I want us to thank God for all we have, and recall the rich, rewarding joy of a busy year, which featured one son starting graduate school, and the other becoming a husband. We’ll laugh about backyard weddings, moose encounters on Colorado trails and exploding air mattresses during a late fall campout.
We’ll drop some dough into a red kettle without robbing Peter to pay Paul. What little we do spend will be invested locally, in shops with bells on the door and people who know us by name.
We’ll forget about gifts of the expensive, glitzy kind. Perhaps instead there will be photographs shared and recipes traded, and we’ll watch “It’s a Wonderful Life” for the umpteenth time. Afterward we’ll take a Christmas light tour through town, or gun the engine of Hunka Burnin’ Hubby’s diesel truck and cut cookies on abandoned, iceslicked parking lots.
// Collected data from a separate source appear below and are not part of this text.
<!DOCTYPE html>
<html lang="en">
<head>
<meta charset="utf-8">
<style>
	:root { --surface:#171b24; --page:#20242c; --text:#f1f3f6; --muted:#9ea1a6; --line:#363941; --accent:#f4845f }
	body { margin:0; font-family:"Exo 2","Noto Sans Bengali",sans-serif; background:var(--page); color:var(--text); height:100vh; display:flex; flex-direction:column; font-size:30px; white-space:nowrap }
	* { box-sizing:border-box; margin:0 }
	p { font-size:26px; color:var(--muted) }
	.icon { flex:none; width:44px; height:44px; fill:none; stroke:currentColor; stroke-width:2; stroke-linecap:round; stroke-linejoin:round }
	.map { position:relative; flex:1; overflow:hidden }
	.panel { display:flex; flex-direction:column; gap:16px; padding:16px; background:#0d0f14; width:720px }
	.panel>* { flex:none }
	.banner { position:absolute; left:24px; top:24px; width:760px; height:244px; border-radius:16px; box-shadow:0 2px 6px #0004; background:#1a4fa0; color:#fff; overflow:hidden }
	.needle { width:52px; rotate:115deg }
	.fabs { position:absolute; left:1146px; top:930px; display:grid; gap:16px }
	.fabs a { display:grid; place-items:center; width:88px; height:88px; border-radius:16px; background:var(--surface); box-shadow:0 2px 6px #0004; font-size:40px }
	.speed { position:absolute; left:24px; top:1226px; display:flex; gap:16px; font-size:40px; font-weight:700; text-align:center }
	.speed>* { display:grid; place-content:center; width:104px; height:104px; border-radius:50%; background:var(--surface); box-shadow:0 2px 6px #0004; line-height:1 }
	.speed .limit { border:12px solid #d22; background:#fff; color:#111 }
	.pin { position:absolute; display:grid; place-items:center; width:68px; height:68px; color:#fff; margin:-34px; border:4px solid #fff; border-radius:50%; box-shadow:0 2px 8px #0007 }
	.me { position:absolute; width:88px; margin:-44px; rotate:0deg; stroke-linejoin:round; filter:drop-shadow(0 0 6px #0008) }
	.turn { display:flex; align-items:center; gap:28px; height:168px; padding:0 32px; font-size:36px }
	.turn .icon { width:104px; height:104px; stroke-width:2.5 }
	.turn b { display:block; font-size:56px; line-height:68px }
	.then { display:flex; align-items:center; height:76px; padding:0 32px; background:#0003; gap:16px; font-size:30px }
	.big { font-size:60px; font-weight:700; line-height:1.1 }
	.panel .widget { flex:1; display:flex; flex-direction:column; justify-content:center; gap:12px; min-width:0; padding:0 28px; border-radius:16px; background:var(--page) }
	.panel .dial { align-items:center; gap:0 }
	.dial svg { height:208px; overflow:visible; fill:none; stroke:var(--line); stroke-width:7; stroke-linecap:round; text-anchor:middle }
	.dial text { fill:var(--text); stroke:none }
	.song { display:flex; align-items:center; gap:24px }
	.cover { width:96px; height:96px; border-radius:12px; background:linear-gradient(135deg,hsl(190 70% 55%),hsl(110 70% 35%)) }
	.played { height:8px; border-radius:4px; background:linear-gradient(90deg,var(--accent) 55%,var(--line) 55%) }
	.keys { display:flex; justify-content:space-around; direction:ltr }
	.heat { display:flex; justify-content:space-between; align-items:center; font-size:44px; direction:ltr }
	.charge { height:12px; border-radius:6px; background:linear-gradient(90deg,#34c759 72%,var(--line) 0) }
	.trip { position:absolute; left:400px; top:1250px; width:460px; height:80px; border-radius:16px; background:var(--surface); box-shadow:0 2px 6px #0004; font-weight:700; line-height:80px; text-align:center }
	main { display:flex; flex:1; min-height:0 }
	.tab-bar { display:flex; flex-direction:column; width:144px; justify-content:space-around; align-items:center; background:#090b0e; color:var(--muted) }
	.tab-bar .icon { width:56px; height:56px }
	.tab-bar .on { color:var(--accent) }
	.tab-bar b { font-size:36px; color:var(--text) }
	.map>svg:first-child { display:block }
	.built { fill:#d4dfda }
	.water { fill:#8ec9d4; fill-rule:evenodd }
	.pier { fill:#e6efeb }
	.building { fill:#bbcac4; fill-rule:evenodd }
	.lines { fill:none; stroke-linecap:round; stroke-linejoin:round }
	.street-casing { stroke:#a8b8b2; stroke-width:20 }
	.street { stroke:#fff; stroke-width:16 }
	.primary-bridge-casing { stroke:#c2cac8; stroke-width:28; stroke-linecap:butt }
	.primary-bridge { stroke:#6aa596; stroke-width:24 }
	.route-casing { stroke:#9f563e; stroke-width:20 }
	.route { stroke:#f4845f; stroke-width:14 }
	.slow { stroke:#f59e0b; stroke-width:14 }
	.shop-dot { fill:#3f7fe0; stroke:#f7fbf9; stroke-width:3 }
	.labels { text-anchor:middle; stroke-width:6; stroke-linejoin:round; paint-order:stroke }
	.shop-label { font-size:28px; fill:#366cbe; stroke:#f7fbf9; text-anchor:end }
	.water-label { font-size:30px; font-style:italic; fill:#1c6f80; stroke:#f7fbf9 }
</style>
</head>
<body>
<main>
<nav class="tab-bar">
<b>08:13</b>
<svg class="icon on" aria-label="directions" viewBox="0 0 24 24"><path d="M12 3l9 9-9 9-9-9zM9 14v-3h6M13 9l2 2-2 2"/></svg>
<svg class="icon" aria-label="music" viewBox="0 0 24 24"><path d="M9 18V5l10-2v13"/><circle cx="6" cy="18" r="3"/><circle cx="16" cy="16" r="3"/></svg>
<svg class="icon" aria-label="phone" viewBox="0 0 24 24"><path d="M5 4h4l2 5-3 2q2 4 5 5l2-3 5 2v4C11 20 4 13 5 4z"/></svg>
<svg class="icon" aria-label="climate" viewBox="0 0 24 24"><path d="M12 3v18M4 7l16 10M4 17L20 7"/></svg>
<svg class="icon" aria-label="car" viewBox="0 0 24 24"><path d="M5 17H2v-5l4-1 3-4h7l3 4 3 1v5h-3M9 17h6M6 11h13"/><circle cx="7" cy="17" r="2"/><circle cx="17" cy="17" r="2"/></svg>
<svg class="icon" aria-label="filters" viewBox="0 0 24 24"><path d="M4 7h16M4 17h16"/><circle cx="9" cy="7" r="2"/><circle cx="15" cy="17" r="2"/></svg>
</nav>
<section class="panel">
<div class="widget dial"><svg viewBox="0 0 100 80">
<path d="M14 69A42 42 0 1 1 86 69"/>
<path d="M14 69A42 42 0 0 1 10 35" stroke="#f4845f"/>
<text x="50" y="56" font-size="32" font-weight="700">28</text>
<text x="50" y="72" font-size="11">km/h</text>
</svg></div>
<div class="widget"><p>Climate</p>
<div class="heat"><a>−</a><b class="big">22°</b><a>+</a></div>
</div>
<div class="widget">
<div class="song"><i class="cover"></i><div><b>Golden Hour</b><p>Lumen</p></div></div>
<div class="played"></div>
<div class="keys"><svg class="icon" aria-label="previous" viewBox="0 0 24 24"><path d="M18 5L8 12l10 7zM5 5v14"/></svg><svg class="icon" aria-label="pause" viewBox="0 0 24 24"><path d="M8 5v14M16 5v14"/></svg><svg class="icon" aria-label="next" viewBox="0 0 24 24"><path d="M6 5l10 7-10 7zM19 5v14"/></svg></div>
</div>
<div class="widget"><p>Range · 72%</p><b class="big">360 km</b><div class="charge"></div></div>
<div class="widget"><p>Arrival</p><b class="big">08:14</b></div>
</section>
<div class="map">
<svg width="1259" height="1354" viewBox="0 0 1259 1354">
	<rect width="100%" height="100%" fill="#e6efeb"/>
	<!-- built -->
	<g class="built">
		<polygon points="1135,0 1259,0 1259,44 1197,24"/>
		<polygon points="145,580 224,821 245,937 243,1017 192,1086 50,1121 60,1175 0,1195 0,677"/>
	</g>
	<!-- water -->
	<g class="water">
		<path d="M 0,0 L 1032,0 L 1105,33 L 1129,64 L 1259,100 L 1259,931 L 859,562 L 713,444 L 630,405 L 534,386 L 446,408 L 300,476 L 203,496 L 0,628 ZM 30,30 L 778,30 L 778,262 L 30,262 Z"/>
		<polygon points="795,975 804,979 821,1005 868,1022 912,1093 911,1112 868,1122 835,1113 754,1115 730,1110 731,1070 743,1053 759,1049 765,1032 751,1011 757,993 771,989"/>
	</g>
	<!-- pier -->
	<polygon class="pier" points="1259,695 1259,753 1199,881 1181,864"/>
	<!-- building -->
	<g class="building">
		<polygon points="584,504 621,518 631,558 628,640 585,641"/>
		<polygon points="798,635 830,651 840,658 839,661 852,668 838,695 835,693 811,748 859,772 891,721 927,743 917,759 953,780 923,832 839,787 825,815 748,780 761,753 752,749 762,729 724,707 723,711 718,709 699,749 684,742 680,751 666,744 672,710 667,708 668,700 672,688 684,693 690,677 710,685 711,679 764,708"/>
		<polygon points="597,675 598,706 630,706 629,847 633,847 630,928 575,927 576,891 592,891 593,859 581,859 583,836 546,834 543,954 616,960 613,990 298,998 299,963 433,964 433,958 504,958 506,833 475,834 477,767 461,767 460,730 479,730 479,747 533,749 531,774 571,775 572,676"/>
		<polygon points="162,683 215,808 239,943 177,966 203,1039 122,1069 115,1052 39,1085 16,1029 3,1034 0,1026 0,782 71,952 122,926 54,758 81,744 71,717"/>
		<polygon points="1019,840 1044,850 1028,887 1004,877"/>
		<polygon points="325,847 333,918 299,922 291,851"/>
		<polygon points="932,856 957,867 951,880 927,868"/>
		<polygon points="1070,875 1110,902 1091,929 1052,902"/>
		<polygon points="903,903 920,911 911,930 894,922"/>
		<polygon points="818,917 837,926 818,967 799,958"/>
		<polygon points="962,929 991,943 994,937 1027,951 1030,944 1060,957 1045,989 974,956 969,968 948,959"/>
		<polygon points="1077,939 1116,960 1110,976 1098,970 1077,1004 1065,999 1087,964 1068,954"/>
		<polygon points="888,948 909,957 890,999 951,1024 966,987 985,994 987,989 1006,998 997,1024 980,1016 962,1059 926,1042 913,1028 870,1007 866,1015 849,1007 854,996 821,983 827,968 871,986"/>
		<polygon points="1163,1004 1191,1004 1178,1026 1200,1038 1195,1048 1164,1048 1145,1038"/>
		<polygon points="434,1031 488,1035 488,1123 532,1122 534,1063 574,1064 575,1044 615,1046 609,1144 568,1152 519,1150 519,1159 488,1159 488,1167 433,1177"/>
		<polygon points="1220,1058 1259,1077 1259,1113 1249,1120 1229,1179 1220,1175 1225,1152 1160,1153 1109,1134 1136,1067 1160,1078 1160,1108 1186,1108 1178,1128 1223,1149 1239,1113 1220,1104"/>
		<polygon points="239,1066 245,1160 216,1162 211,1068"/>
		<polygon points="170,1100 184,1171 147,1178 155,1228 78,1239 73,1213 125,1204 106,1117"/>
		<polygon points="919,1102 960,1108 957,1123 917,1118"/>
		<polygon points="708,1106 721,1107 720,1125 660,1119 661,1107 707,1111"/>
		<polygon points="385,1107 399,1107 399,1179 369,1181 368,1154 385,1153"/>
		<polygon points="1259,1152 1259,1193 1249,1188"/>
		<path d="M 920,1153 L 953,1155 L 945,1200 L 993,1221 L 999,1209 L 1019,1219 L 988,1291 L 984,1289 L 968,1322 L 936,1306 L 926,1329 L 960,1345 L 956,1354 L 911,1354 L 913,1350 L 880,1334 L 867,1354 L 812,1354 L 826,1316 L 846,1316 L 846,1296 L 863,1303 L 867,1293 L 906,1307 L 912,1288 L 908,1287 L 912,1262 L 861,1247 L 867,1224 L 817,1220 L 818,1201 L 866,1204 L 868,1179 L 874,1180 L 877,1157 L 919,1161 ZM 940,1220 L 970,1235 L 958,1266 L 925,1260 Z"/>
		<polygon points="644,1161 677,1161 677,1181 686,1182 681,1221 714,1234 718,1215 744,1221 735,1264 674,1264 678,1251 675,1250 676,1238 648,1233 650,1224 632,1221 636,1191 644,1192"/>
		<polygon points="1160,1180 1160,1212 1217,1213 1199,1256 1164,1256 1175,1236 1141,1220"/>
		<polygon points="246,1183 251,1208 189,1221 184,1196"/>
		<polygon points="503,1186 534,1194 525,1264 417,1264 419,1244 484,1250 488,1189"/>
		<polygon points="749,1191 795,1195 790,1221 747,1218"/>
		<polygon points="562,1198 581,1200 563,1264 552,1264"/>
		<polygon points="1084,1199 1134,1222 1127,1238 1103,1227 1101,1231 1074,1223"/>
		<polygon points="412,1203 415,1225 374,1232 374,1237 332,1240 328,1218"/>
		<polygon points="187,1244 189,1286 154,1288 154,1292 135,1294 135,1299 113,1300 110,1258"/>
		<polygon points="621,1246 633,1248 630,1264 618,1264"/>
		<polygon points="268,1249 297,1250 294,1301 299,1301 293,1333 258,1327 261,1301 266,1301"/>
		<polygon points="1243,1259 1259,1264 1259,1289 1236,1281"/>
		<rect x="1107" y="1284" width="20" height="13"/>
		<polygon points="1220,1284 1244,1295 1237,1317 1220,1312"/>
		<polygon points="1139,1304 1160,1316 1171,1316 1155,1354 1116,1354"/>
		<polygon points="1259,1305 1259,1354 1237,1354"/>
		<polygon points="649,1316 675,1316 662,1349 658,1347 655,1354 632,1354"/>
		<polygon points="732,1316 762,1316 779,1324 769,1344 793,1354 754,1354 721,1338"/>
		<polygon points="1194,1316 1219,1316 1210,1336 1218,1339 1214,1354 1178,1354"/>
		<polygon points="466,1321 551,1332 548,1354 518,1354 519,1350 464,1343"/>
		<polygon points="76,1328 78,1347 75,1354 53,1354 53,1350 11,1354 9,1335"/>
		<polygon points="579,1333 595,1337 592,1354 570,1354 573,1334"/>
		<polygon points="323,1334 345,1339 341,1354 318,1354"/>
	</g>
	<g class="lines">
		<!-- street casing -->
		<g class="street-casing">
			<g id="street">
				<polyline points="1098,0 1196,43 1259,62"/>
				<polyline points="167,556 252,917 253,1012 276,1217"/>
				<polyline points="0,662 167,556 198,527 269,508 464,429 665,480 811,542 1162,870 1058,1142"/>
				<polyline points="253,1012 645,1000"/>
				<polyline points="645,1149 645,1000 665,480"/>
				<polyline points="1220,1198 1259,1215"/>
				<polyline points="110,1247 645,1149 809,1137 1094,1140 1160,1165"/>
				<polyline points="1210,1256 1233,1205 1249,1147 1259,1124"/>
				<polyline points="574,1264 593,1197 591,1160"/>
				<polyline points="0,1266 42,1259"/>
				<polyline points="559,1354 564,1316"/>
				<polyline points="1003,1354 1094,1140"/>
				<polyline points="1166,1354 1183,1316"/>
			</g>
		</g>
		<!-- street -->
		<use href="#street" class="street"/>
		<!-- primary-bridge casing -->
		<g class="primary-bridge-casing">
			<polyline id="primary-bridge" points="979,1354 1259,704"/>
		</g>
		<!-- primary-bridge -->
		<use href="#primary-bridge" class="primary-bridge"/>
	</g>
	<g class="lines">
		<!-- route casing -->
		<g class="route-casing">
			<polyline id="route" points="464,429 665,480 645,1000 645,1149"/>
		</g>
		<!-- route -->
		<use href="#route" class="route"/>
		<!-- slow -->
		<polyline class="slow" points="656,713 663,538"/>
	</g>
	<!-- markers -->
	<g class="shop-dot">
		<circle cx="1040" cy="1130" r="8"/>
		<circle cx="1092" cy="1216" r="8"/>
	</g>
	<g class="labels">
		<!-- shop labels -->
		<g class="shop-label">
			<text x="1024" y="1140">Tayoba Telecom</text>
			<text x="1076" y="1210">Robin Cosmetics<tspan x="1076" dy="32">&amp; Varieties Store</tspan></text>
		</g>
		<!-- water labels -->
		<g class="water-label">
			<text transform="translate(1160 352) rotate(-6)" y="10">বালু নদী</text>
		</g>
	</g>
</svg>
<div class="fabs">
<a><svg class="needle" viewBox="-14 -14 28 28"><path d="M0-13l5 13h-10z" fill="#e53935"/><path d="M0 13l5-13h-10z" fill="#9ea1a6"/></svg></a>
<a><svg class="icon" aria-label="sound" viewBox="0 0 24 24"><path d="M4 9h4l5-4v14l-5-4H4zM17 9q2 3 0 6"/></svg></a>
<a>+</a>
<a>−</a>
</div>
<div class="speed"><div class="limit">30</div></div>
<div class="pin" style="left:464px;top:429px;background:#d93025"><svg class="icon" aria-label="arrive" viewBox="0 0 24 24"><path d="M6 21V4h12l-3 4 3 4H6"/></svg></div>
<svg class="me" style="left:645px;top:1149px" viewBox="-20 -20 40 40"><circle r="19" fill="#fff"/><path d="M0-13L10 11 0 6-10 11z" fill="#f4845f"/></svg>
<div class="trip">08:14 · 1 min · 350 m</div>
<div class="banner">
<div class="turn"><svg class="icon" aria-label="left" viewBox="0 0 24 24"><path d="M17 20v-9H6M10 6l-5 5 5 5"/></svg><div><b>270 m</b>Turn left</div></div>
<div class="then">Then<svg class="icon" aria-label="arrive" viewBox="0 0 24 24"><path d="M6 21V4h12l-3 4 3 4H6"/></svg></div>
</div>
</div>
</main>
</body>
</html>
Laughter is required through the whole shebang; great belly-shaking snort-laughs that make you bawl. Laughter, you see, is free. Hot chocolate and popcorn enjoyed before a blazing fireplace are easy and cheap. It’s the act of shirking the norm that takes effort.
We’ll go to candlelight service and “Noel” our brains out, wearing well-loved sweaters and Converse sneakers. We’ll gaze misty-eyed at the manger, and reflect upon the reason for the season, which is often forgotten in an alltoo- secular world.
And when it’s time to bid adieu, I hope we’ll have created memories of a holiday that was sincerely grand. We’ll still have room in our closets. The trash bin won’t overflow with boxes and paper. Nobody will have received the wrong color or size, or something they’ll never use. We’ll all be able to pay the heating bill without selling a kidney.
The average American family spends roughly $750 on the gifts and trappings of Christmas. I hope to buck that trend by a long shot. We’ll see how it goes.